### DESCRIPTION OF THE TASK
Output only the lines from the start of the entries through the line holding "font-size:20px; color:#272c2a; font-weight:700". Each line must match the original exactly.

DATA IN THIS EXERCISE Block Start

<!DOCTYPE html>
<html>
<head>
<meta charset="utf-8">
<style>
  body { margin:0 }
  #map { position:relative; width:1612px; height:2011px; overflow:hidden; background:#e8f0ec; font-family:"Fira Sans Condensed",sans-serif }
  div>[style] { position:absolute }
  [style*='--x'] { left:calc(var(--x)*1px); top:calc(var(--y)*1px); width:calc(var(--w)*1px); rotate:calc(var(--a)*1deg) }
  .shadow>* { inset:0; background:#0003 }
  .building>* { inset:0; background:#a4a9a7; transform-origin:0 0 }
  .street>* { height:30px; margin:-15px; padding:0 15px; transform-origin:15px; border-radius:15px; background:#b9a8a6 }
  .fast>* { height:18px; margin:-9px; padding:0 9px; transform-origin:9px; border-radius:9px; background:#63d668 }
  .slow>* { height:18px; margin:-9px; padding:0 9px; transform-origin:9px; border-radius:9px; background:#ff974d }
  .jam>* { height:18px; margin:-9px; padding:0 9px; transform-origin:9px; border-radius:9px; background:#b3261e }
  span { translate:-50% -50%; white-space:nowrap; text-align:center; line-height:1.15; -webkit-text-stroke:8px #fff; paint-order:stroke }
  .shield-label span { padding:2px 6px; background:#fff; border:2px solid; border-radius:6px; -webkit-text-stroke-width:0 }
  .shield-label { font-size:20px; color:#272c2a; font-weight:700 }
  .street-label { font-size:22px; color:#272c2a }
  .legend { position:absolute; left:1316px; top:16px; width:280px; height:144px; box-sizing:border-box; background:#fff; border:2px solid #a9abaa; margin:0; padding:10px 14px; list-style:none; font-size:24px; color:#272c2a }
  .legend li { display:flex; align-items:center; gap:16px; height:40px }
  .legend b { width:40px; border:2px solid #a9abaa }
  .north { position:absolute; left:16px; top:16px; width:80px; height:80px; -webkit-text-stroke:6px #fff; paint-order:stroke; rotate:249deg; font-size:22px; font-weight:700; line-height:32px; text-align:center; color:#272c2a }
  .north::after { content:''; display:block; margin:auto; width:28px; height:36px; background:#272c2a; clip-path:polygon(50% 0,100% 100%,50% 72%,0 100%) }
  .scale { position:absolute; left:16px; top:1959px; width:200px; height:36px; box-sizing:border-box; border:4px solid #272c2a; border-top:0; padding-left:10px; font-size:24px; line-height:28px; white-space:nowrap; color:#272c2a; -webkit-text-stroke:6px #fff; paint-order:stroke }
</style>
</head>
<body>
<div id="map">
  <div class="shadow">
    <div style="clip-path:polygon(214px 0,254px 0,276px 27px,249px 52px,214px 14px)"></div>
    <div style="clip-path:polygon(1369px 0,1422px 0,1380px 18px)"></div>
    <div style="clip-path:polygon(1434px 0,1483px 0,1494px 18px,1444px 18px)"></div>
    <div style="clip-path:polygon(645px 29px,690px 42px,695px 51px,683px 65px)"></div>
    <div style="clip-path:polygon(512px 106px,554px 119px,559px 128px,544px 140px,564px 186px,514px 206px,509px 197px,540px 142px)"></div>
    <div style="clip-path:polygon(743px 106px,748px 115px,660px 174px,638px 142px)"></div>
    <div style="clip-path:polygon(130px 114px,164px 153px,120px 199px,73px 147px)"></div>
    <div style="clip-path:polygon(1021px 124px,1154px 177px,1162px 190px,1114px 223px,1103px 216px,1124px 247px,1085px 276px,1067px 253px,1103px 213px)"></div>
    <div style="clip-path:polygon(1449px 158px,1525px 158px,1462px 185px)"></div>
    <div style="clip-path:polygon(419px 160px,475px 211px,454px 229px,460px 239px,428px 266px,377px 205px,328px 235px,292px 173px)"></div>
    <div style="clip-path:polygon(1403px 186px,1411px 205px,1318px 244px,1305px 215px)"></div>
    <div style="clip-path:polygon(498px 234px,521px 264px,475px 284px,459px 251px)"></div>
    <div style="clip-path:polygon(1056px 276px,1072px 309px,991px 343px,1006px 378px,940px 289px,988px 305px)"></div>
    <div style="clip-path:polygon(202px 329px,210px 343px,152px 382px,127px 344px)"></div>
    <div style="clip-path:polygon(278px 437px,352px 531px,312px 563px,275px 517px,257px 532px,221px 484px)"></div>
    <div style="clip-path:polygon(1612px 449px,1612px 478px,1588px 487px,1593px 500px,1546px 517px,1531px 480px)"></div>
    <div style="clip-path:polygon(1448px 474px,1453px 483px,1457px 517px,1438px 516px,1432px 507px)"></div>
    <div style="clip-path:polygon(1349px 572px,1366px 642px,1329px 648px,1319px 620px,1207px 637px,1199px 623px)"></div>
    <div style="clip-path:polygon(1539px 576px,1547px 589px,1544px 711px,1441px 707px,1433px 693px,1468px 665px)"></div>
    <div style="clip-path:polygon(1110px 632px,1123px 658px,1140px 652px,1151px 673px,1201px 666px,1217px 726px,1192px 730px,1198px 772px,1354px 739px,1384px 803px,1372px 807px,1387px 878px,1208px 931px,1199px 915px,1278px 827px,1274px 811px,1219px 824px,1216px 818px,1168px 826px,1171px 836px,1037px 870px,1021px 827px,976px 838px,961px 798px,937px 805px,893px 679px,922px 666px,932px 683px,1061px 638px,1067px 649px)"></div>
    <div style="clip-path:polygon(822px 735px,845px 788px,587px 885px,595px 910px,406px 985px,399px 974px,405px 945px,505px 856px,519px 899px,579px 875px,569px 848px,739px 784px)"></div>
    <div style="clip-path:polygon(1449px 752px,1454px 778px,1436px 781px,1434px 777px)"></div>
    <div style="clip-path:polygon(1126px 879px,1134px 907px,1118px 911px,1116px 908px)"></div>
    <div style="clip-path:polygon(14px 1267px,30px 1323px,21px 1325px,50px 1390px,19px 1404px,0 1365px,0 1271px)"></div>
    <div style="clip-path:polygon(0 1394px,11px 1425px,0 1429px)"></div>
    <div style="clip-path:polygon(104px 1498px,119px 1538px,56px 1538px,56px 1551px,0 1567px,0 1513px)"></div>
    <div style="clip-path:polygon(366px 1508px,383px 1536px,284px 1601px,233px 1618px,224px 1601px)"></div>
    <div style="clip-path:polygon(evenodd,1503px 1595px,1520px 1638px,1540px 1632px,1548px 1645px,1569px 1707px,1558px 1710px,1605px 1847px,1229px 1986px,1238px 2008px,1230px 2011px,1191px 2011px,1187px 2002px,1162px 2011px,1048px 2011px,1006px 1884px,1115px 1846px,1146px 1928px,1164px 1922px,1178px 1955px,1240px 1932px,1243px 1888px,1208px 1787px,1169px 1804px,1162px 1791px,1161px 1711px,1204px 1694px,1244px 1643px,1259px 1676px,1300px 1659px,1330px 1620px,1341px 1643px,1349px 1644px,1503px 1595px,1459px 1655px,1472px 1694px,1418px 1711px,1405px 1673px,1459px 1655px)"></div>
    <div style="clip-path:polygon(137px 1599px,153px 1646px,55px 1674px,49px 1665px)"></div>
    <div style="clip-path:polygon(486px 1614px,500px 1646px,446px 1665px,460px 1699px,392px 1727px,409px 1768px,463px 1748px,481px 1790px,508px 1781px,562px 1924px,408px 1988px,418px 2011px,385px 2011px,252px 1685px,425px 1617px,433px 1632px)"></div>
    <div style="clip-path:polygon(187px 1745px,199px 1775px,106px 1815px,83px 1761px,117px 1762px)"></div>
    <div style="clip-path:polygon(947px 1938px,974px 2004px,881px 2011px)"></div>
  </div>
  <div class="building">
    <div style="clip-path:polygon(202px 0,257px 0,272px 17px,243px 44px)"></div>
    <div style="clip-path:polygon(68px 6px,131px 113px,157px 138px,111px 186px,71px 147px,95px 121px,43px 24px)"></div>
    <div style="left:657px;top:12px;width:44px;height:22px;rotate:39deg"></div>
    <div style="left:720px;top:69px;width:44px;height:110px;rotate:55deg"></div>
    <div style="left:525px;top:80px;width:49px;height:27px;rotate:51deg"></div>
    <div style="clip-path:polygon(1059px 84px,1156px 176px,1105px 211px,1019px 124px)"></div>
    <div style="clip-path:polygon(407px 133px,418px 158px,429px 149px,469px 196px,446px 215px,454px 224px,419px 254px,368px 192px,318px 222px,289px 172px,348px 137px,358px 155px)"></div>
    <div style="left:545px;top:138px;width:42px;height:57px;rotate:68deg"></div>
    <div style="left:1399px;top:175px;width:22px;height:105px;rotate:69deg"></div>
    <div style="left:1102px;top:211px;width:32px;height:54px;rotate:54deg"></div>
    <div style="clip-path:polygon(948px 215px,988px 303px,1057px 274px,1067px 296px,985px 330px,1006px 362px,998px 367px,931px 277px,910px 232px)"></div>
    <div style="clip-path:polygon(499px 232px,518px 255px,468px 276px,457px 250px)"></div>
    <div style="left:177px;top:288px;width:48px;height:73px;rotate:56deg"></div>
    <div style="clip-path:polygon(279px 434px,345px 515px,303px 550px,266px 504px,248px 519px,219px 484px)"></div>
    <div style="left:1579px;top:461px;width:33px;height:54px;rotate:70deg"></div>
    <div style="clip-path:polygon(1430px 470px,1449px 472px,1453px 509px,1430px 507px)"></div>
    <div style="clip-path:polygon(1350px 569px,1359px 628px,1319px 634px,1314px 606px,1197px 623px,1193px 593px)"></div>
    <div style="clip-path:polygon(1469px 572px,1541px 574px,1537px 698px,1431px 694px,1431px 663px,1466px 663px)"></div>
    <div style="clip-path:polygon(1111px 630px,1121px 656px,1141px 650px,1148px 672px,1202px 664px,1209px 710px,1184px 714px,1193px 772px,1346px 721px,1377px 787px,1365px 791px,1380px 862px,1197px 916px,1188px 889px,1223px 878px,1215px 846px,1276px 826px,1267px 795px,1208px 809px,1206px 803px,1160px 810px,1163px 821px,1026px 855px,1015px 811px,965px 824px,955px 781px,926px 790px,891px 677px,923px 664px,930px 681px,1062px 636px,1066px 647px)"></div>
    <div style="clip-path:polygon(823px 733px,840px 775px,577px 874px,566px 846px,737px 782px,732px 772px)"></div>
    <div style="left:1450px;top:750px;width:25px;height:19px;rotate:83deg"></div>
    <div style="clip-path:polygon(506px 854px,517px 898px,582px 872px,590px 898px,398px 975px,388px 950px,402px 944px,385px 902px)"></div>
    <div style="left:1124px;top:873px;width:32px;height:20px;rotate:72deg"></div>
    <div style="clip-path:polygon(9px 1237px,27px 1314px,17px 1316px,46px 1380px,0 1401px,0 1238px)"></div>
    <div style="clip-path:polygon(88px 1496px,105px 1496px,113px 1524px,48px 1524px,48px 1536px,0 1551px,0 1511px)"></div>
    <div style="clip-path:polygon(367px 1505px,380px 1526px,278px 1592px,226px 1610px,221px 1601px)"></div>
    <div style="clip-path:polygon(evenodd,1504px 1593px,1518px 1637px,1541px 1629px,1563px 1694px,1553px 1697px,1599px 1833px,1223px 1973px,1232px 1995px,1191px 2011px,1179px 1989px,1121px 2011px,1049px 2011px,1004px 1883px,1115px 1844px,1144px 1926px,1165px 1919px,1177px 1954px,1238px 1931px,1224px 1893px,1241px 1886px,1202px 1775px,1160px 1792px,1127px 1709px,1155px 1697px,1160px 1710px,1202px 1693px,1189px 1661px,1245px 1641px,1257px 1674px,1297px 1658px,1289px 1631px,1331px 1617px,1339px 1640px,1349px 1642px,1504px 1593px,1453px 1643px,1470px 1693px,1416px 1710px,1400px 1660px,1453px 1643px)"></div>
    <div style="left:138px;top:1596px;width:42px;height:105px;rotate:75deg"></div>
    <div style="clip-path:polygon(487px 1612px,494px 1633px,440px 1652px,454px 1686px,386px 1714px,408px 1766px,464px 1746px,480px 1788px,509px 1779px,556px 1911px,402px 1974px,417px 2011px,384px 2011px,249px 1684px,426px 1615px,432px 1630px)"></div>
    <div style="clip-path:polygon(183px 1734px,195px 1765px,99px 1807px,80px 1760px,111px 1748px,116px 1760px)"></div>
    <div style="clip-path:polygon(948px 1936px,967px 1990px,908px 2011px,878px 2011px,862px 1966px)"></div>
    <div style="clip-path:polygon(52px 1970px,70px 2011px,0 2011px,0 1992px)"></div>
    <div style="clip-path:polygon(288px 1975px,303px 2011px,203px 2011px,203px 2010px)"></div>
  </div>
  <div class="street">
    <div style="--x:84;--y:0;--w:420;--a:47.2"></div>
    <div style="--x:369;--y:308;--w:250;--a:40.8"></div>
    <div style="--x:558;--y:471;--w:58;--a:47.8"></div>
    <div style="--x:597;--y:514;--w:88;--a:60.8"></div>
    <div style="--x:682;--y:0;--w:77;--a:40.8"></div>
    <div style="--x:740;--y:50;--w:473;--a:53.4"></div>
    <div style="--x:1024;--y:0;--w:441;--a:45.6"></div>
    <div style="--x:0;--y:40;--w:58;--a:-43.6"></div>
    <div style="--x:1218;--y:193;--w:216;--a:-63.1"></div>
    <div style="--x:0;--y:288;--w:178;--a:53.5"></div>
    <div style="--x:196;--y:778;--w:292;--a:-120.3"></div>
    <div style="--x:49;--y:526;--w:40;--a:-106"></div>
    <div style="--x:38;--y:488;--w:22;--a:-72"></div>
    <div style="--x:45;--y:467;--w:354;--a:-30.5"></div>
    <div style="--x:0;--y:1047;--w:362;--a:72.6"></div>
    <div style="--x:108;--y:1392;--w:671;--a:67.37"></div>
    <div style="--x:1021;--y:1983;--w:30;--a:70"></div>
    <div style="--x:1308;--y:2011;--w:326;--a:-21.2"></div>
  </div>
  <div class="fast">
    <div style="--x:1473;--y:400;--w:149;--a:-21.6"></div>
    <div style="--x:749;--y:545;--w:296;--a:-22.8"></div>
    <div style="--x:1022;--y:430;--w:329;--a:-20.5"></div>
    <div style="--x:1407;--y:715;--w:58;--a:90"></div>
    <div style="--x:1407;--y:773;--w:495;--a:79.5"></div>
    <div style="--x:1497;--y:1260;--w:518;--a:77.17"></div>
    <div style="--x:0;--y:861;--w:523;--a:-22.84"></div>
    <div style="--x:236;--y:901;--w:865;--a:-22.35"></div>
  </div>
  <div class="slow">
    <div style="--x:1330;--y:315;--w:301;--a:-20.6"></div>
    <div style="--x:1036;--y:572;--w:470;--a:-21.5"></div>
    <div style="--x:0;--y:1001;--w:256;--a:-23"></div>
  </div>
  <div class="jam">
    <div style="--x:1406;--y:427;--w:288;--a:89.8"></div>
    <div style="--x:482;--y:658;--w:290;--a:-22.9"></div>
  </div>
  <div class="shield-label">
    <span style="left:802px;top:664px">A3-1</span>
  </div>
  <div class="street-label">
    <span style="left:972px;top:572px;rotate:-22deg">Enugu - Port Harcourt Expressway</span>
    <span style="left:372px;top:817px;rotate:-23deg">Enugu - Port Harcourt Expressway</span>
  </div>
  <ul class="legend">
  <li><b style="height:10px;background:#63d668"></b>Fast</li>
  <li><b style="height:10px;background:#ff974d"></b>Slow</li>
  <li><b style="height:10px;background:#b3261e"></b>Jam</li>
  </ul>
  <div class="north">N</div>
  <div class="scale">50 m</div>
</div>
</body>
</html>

DATA IN THIS EXERCISE Block End

### SOLUTION TO THE EXERCISE
<!DOCTYPE html>
<html>
<head>
<meta charset="utf-8">
<style>
  body { margin:0 }
  #map { position:relative; width:1612px; height:2011px; overflow:hidden; background:#e8f0ec; font-family:"Fira Sans Condensed",sans-serif }
  div>[style] { position:absolute }
  [style*='--x'] { left:calc(var(--x)*1px); top:calc(var(--y)*1px); width:calc(var(--w)*1px); rotate:calc(var(--a)*1deg) }
  .shadow>* { inset:0; background:#0003 }
  .building>* { inset:0; background:#a4a9a7; transform-origin:0 0 }
  .street>* { height:30px; margin:-15px; padding:0 15px; transform-origin:15px; border-radius:15px; background:#b9a8a6 }
  .fast>* { height:18px; margin:-9px; padding:0 9px; transform-origin:9px; border-radius:9px; background:#63d668 }
  .slow>* { height:18px; margin:-9px; padding:0 9px; transform-origin:9px; border-radius:9px; background:#ff974d }
  .jam>* { height:18px; margin:-9px; padding:0 9px; transform-origin:9px; border-radius:9px; background:#b3261e }
  span { translate:-50% -50%; white-space:nowrap; text-align:center; line-height:1.15; -webkit-text-stroke:8px #fff; paint-order:stroke }
  .shield-label span { padding:2px 6px; background:#fff; border:2px solid; border-radius:6px; -webkit-text-stroke-width:0 }
  .shield-label { font-size:20px; color:#272c2a; font-weight:700 }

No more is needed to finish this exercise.